The whole debacle started after Doctorow wrote about how Bird’s many abandoned scooters can be easily converted into a “personal scooter” by swapping out its innards with a plug-and-play converter kit. Citing an initial write-up by Hackaday, these scooters can have “all recovery and payment components permanently disabled” using the converter kit, available for purchase from China on eBay for about $30.

In fact, Doctorow’s blog post was only two paragraphs long and, though didn’t link to the eBay listing directly, did cite the hacker who wrote about it in the first place — bringing interesting things to the masses in bite-size form in true Boing Boing fashion.

Bird didn’t like this much, and senior counsel Linda Kwak sent the letter — which the EFF published today — claiming that Doctorow’s blog post was “promoting the sale/use of an illegal product that is solely designed to circumvent the copyright protections of Bird’s proprietary technology, as described in greater detail below, as well as promoting illegal activity in general by encouraging the vandalism and misappropriation of Bird property.” The letter also falsely stated that Doctorow’s blog post “provides links to a website where such Infringing Product may be purchased,” given that the post at no point links to the purchasable eBay converter kit.

EFF senior attorney Kit Walsh fired back. “Our client has no obligation to, and will not, comply with your request to remove the article,” she wrote. “Bird may not be pleased that the technology exists to modify the scooters that it deploys, but it should not make baseless legal threats to silence reporting on that technology.”

The three-page rebuttal says Bird used incorrectly cited legal statutes to substantiate its demands for Boing Boing to pull down the blog post. The letter added that unplugging and discarding a motherboard containing unwanted code within the scooter isn’t an act of circumventing as it doesn’t bypass or modify Bird’s code — which copyright law says is illegal.

As Doctorow himself put it in his blog post Friday: “If motherboard swaps were circumvention, then selling someone a screwdriver could be an offense punishable by a five year prison sentence and a $500,000 fine.”

In an email to TechCrunch, Doctorow said that legal threats “are no fun.”

AUSTIN, TX – MARCH 10: Journalist Cory Doctorow speaks onstage at “Snowden 2.0: A Field Report from the NSA Archives” during the 2014 SXSW Music, Film + Interactive Festival at Austin Convention Center on March 10, 2014 in Austin, Texas. (Photo by Travis P Ball/Getty Images for SXSW)

“We’re a small, shoestring operation, and even though this particular threat is one that we have very deep expertise on, it’s still chilling when a company with millions in the bank sends a threat — even a bogus one like this — to you,” he said.

The EFF’s response also said that Doctorow’s freedom of speech “does not in fact impinge on any of Bird’s rights,” adding that Bird should not send takedown notices to journalists using “meritless legal claims,” the letter said.

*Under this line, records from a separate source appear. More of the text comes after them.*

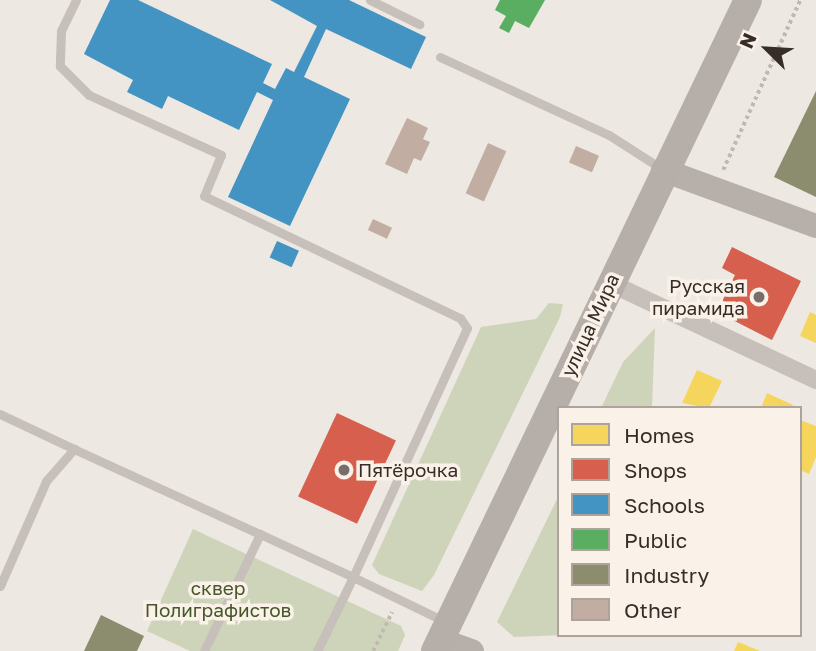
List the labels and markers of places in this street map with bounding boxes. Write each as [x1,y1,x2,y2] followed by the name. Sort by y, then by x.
[652,275,745,319] place label: Русская пирамида
[751,289,767,305] marker: Русская пирамида
[358,459,458,481] place label: Пятёрочка
[336,462,352,478] marker: Пятёрочка

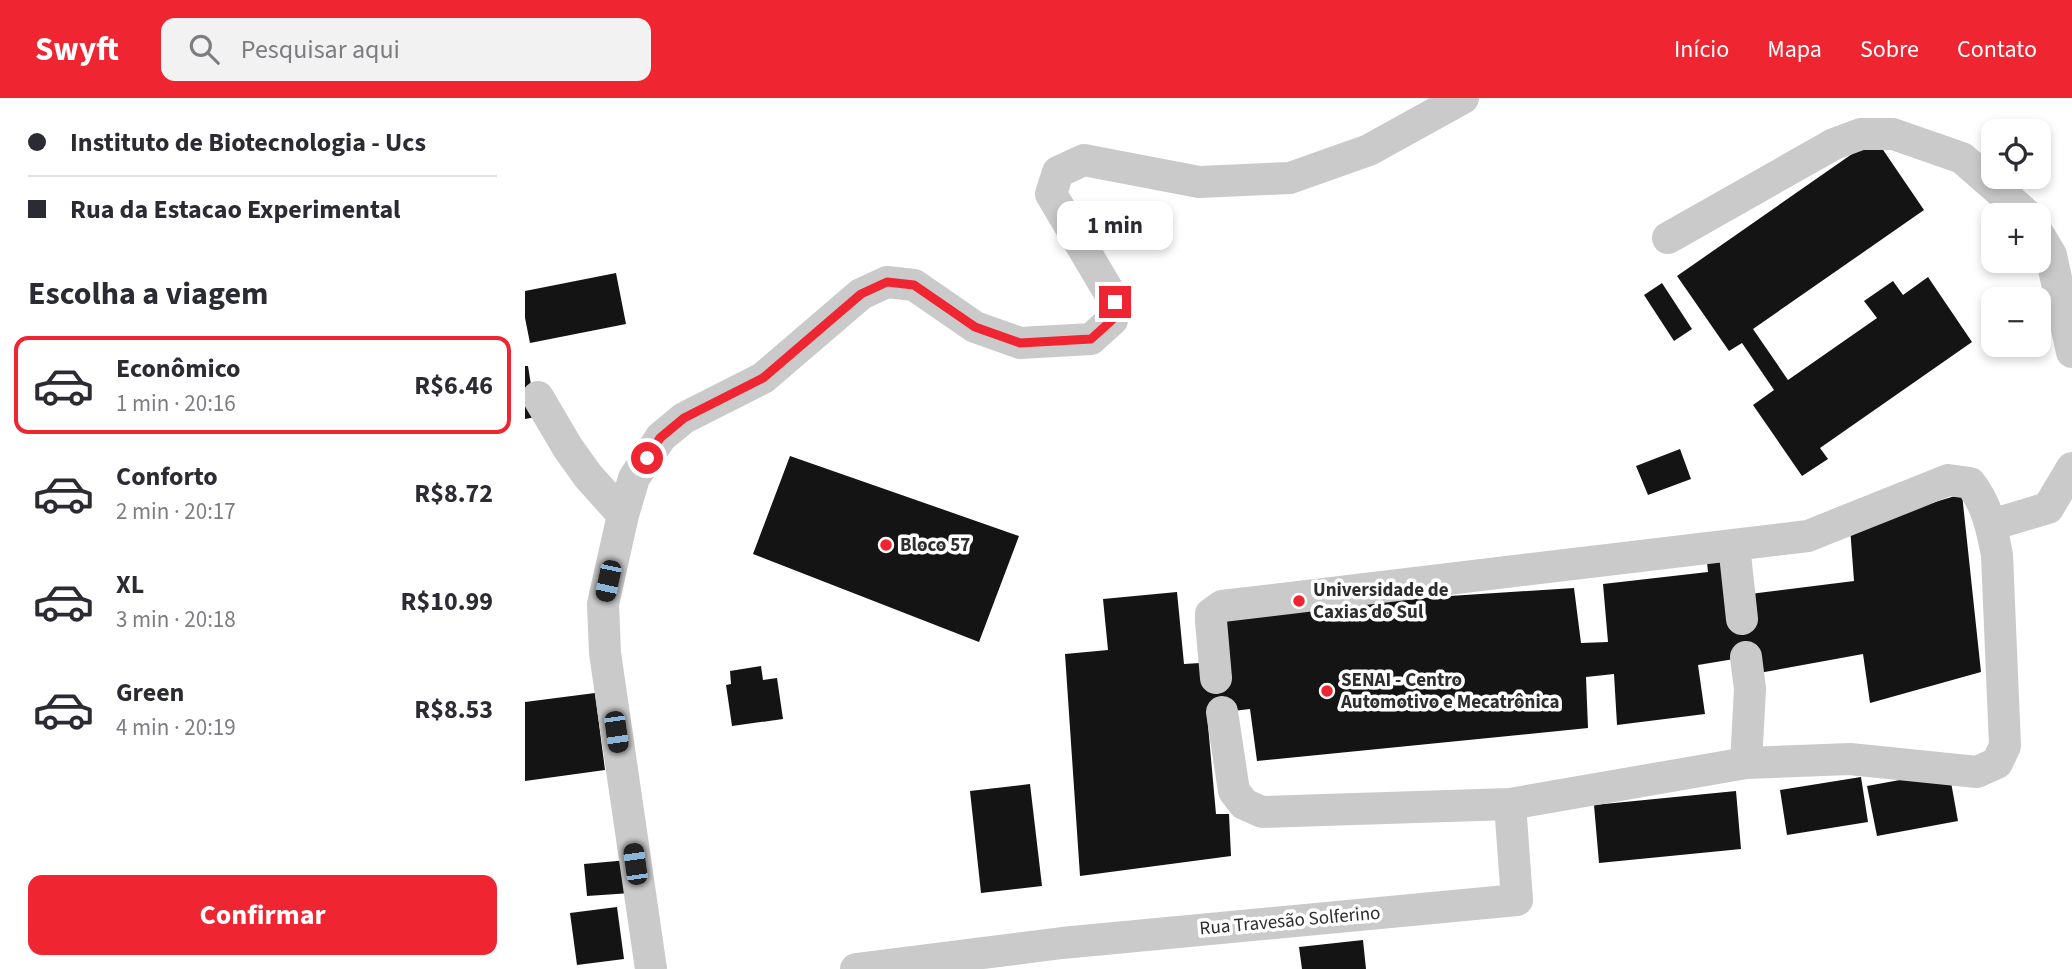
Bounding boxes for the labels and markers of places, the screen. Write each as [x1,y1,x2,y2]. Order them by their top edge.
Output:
place label: Bloco 57 [900,532,970,559]
marker: Bloco 57 [878,537,894,553]
place label: Universidade de Caxias do Sul [1313,577,1449,626]
marker: Universidade de Caxias do Sul [1291,593,1307,609]
place label: SENAI - Centro Automotivo e Mecatrônica [1340,667,1559,716]
marker: SENAI - Centro Automotivo e Mecatrônica [1319,683,1335,699]

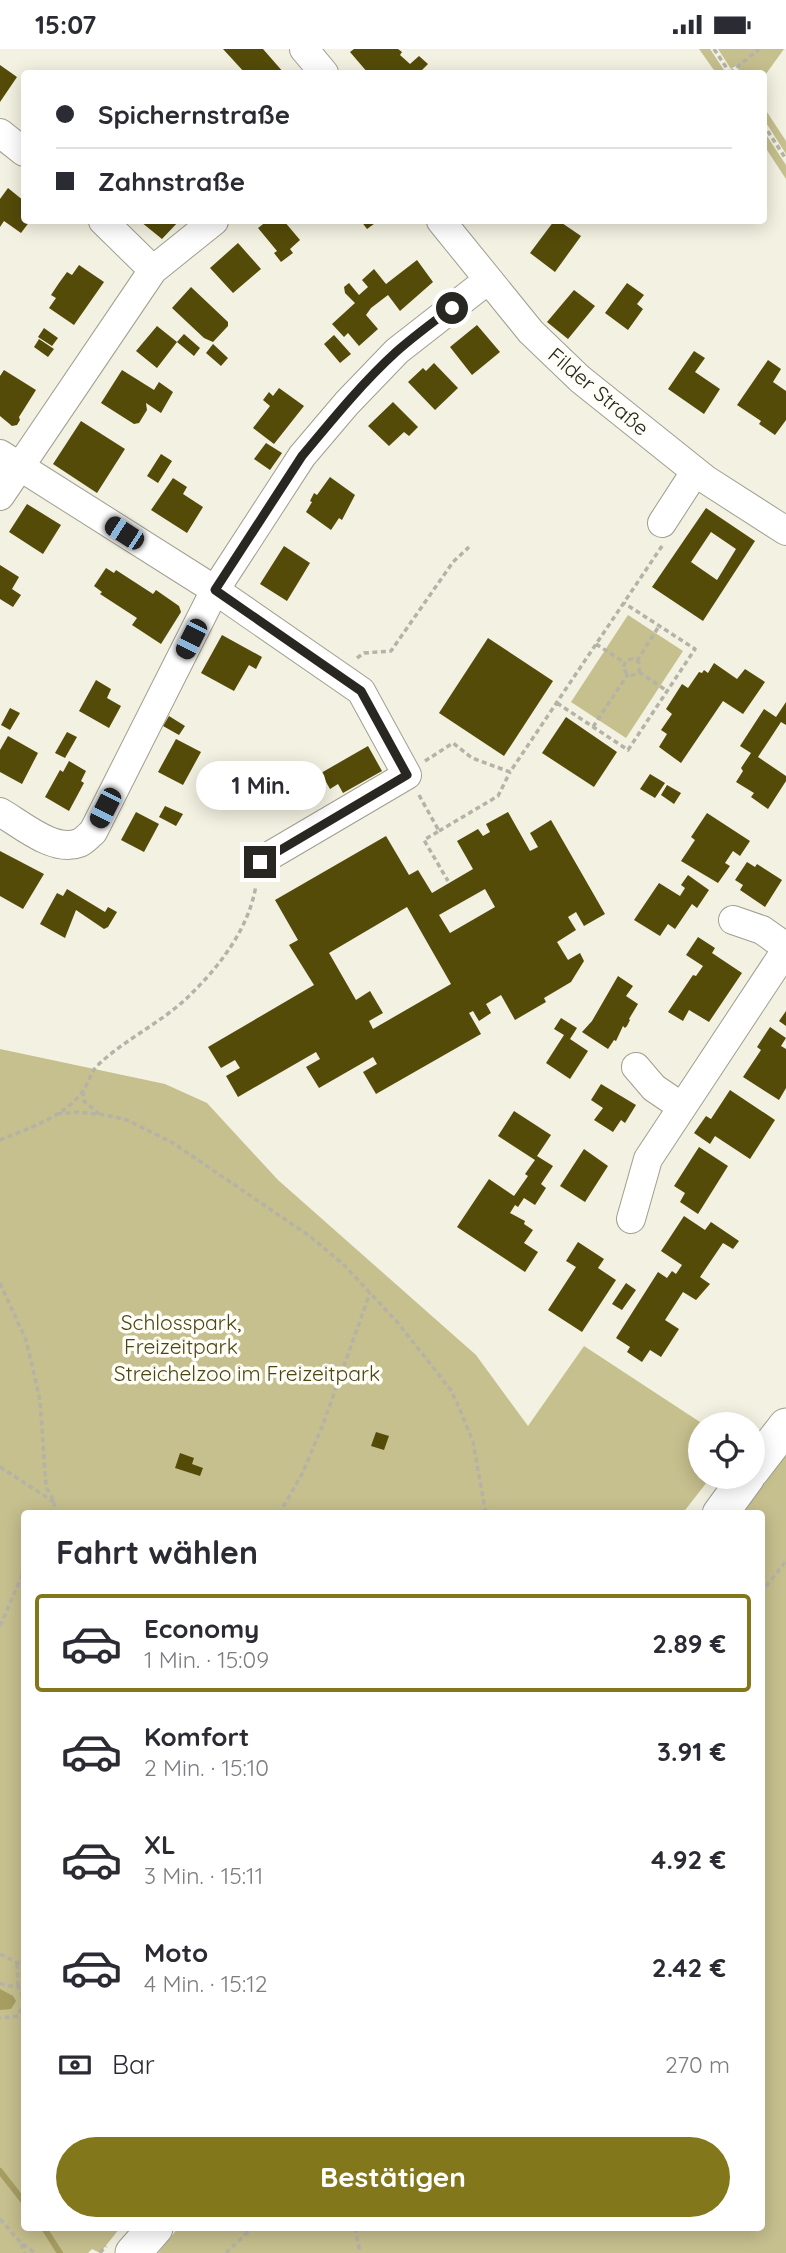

“So, in a sense, it doesn’t matter whether Bird is right or wrong when it claims that it’s illegal to convert a Bird scooter to a personal scooter,” said Walsh in a separate blog post. “Either way, Boing Boing was free to report on it,” she added.

What’s bizarre is why Bird targeted Doctorow and, apparently, nobody else — so far.

TechCrunch reached out to several people who wrote about and were involved with blog posts and write-ups about the Bird converter kit. Of those who responded, all said they had not received a legal demand from Bird.

We asked Bird why it sent the letter, and if this was a one-off letter or if Bird had sent similar legal demands to others. When reached, a Bird spokesperson did not comment on the record.

All too often, companies send legal threats and demands to try to silence work or findings that they find critical, often using misinterpreted, incorrect or vague legal statutes to get things pulled from the internet. Some companies have been more successful than others, despite an increase in awareness and bug bounties, and a general willingness to fix security issues before they inevitably become public.

Now Bird becomes the latest in a long list of companies that have threatened reporters or security researchers, alongside companies like drone maker DJI, which in 2017 threatened a security researcher trying to report a bug in good faith, and spam operator River City, which sued a security researcher who found the spammer’s exposed servers and a reporter who wrote about it. Most recently, password manager maker Keeper sued a security reporter claiming allegedly defamatory remarks over a security flaw in one of its products. The case was eventually dropped, but not before more than 50 experts, advocates and journalist (including this reporter) signed onto a letter calling for companies to stop using legal threats to stifle and silence security researchers.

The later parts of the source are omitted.